We evaluate our method on two popular few-shot classification tasks: Omniglot and Mini-ImageNet . These datasets make it easy to compare our method to other few-shot learning approaches like MAML.

In few-shot classification tasks, we have a meta-dataset $D$ containing many classes $C$ , where each class is itself a set of example instances $\{c_{1},c_{2},...,c_{n}\}$ . If we are doing $K$ -shot, $N$ -way classification, then we sample tasks by selecting $N$ classes from $C$ and then selecting $K+1$ examples for each class. We split these examples into a training set and a test set, where the test set contains a single example for each class. The model gets to see the entire training set, and then it must classify a randomly chosen sample from the test set. For example, if you trained a model for 5-shot, 5-way classification, then you would show it 25 examples (5 per class) and ask it to classify a 26th example.

In addition to the above setup, we also experimented with the transductive setting, where the model classifies the entire test set at once. In our transductive experiments, information was shared between the test samples via batch normalization . In our non-transductive experiments, batch normalization statistics were computed using all of the training samples and a single test sample. We note that Finn et al. use transduction for evaluating MAML.

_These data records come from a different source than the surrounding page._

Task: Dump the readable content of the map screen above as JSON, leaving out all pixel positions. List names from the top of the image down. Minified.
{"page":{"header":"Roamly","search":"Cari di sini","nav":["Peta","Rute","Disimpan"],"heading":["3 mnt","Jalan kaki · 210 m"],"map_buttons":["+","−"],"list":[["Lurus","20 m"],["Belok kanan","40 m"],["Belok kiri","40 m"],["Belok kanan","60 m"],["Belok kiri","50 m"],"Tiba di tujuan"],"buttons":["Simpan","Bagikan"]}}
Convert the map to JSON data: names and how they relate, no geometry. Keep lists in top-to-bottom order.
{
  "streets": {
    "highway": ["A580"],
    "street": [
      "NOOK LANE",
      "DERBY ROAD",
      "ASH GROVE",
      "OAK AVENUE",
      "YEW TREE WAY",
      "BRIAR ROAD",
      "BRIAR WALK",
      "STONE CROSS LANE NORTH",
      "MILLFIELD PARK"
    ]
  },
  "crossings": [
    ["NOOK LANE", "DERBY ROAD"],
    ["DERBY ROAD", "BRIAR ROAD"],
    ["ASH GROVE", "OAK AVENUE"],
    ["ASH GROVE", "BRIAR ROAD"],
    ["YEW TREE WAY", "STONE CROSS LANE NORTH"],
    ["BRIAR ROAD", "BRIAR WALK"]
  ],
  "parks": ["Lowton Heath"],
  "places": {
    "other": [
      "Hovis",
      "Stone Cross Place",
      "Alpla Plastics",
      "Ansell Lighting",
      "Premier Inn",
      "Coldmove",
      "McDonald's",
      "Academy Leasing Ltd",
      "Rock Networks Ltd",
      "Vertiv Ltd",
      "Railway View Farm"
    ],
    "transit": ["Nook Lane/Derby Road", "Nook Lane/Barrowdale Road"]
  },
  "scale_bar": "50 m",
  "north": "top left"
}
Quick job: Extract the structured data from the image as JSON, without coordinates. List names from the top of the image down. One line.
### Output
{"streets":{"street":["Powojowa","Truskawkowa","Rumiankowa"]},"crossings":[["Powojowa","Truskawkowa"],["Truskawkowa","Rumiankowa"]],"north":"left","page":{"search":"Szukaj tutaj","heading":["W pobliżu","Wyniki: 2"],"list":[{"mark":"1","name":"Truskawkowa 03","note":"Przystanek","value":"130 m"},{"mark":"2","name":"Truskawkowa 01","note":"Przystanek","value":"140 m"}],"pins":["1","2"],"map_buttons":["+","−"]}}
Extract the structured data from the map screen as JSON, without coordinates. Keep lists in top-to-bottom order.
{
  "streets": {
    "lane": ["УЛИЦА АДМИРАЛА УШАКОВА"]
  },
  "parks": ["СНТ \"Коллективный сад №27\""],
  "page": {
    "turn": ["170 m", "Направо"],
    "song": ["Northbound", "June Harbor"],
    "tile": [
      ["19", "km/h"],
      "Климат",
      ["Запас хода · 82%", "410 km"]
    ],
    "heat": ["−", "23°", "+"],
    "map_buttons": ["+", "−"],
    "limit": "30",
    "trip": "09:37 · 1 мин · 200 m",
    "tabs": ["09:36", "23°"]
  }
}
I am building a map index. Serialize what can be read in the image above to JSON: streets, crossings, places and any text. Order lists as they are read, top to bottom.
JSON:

For our experiments, we used the same CNN architectures and data preprocessing as Finn et al. . We used the Adam optimizer in the inner loop, and vanilla SGD in the outer loop, throughout our experiments. For Adam we set $\beta_{1}=0$ because we found that momentum reduced performance across the board.This finding also matches our analysis from Section 5.1, which suggests that Reptile works because sequential steps come from different mini-batches. With momentum, a mini-batch has influence over the next few steps, reducing this effect. During training, we never reset or interpolated Adam’s rolling moment data; instead, we let it update automatically at every inner-loop training step. However, we did backup and reset the Adam statistics when evaluating on the test set to avoid information leakage.

The results on Omniglot and Mini-ImageNet are shown in Tables 1 and 2. While MAML, FOMAML, and Reptile have very similar performance on all of these tasks, Reptile does slightly better than the alternatives on Mini-ImageNet and slightly worse on Omniglot. It also seems that transduction gives a performance boost in all cases, suggesting that further research should pay close attention to its use of batch normalization during testing.

2 Comparing Different Inner-Loop Gradient Combinations

For this experiment, we used four non-overlapping mini-batches in each inner-loop, yielding gradients $g_{1}$ , $g_{2}$ , $g_{3}$ , and $g_{4}$ . We then compared learning performance when using different linear combinations of the $g_{i}$ ’s for the outer loop update. Note that two-step Reptile corresponds to $g_{1}+g_{2}$ , and two-step FOMAML corresponds to $g_{2}$ .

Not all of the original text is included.